What to produce - Leaving out every line that comes before the one containing "For a GIS import: Describe", output the rest of the records exactly, the final line included.

Input records -
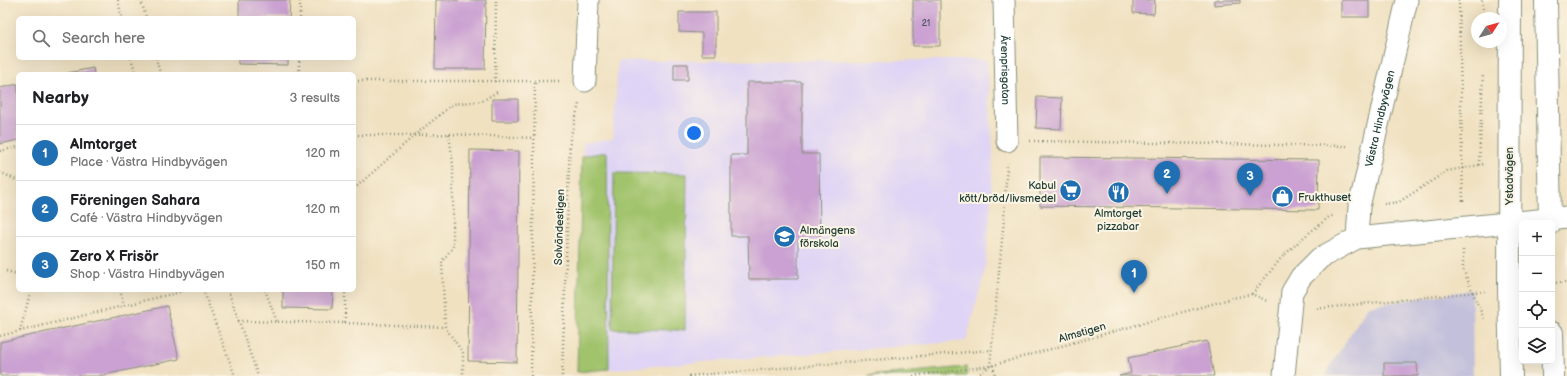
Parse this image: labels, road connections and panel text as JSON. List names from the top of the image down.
{
  "streets": {
    "main road": ["Ystadvägen"],
    "street": ["Ärenprisgatan", "Västra Hindbyvägen"],
    "path": ["Solvändestigen", "Almstigen"]
  },
  "places": {
    "supermarket": ["Kabul kött/bröd/livsmedel"],
    "restaurant": ["Almtorget pizzabar"],
    "shop": ["Frukthuset"],
    "school or university": ["Almängens förskola"]
  },
  "house_numbers": ["21"],
  "north": "top right",
  "page": {
    "search": "Search here",
    "heading": ["Nearby", "3 results"],
    "list": [
      {
        "mark": "1",
        "name": "Almtorget",
        "note": "Place · Västra Hindbyvägen",
        "value": "120 m"
      },
      {
        "mark": "2",
        "name": "Föreningen Sahara",
        "note": "Café · Västra Hindbyvägen",
        "value": "120 m"
      },
      {
        "mark": "3",
        "name": "Zero X Frisör",
        "note": "Shop · Västra Hindbyvägen",
        "value": "150 m"
      }
    ],
    "pins": ["2", "3", "1"],
    "map_buttons": ["+", "−"]
  }
}
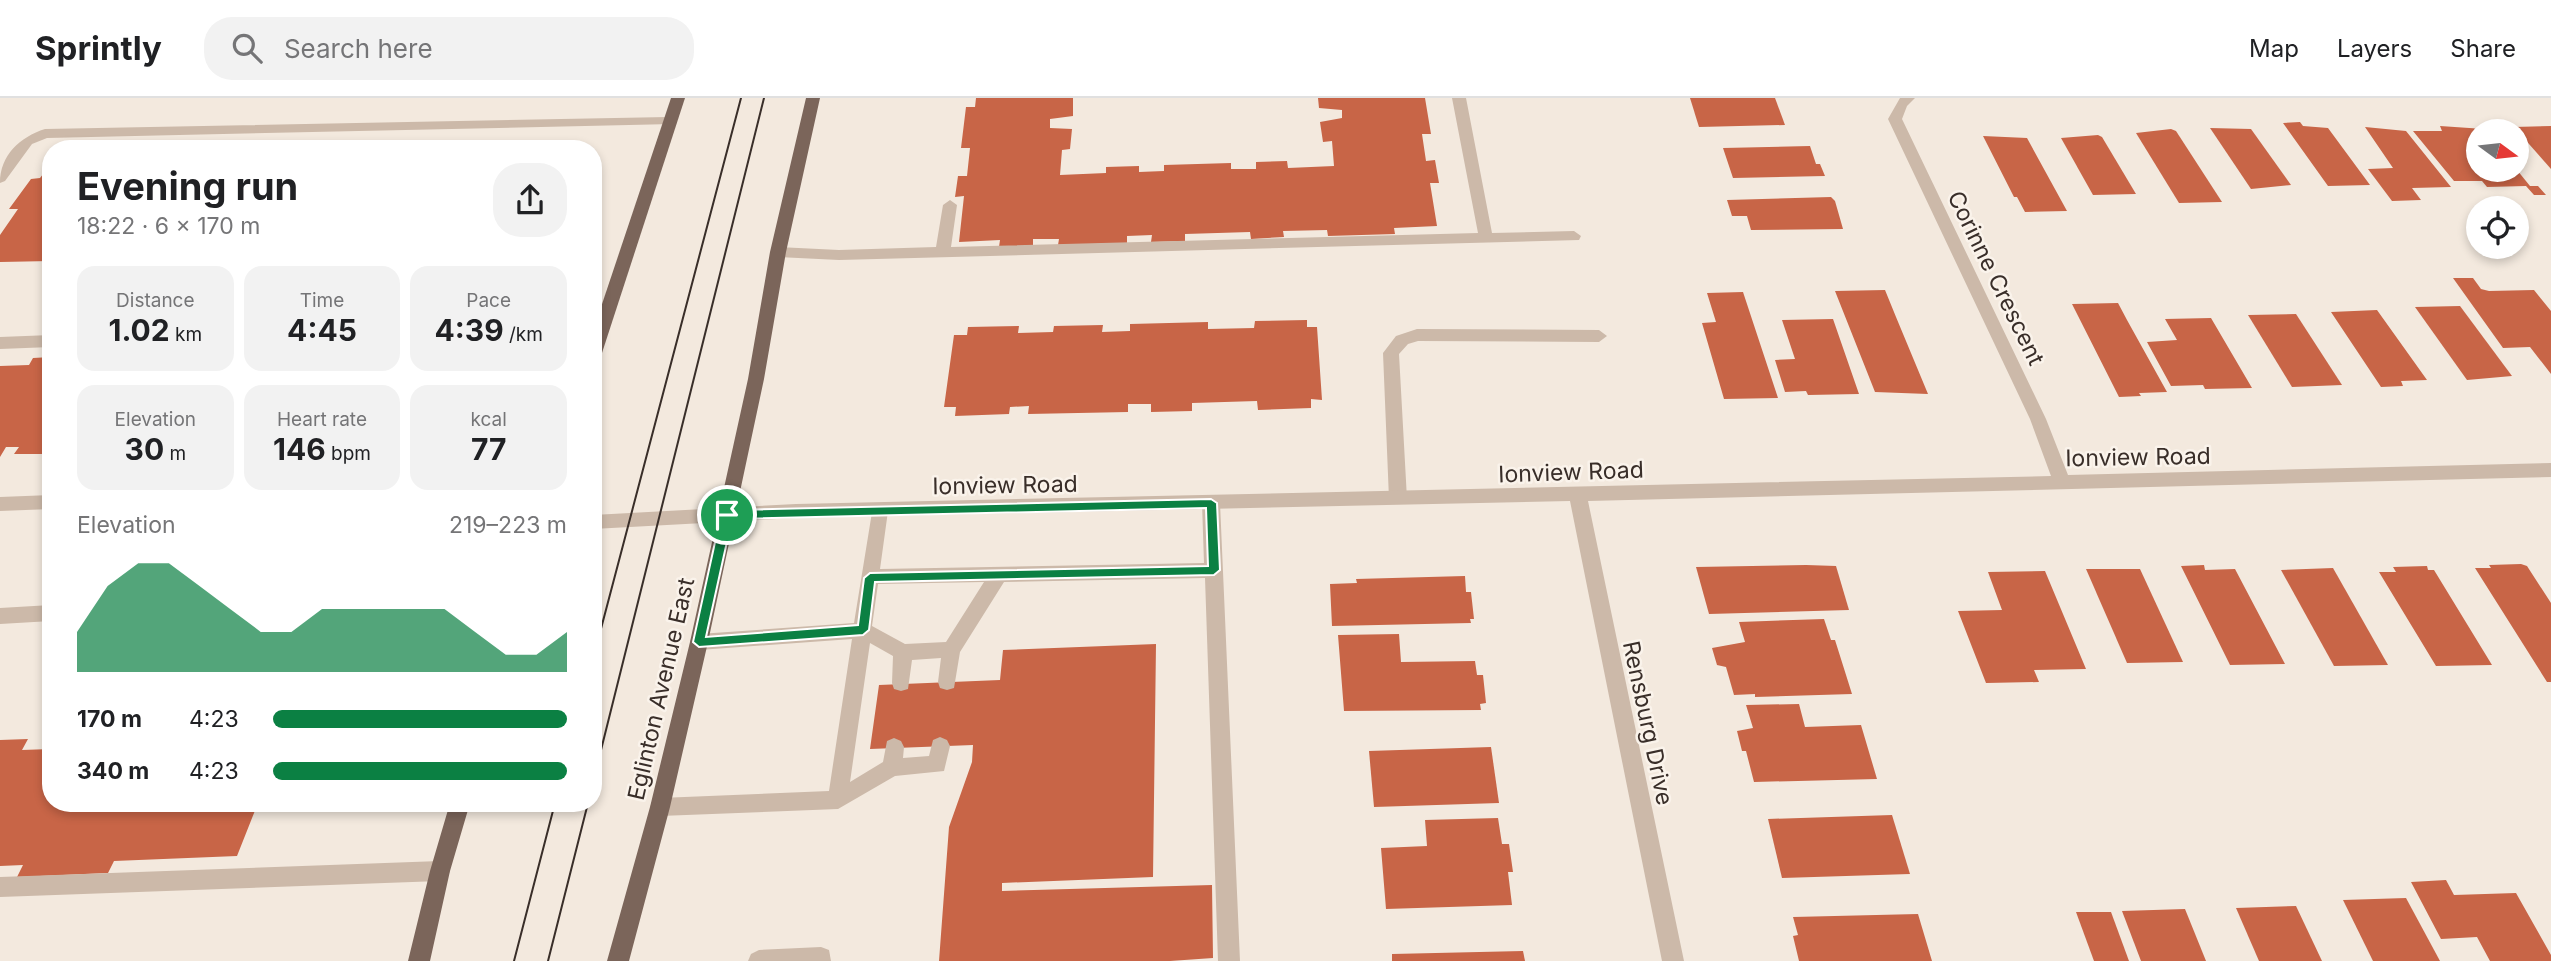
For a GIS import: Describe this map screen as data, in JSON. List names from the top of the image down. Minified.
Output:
{"streets":{"main road":["Eglinton Avenue East"],"street":["Corinne Crescent","Ionview Road","Rensburg Drive"]},"crossings":[["Corinne Crescent","Ionview Road"],["Ionview Road","Eglinton Avenue East"],["Ionview Road","Rensburg Drive"]],"north":"right","page":{"header":"Sprintly","search":"Search here","nav":["Map","Layers","Share"],"heading":["Evening run","18:22 · 6 × 170 m"],"stats":[["Distance","1.02 km"],["Time","4:45"],["Pace","4:39 /km"],["Elevation","30 m"],["Heart rate","146 bpm"],["kcal","77"]],"chart":["Elevation","219–223 m"],"list":[{"name":"170 m","note":"4:23"},{"name":"340 m","note":"4:23"}]}}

Response to this exercise -
For a GIS import: Describe this map screen as data, in JSON. List names from the top of the image down. Minified.
Output:
{"streets":{"main road":["Eglinton Avenue East"],"street":["Corinne Crescent","Ionview Road","Rensburg Drive"]},"crossings":[["Corinne Crescent","Ionview Road"],["Ionview Road","Eglinton Avenue East"],["Ionview Road","Rensburg Drive"]],"north":"right","page":{"header":"Sprintly","search":"Search here","nav":["Map","Layers","Share"],"heading":["Evening run","18:22 · 6 × 170 m"],"stats":[["Distance","1.02 km"],["Time","4:45"],["Pace","4:39 /km"],["Elevation","30 m"],["Heart rate","146 bpm"],["kcal","77"]],"chart":["Elevation","219–223 m"],"list":[{"name":"170 m","note":"4:23"},{"name":"340 m","note":"4:23"}]}}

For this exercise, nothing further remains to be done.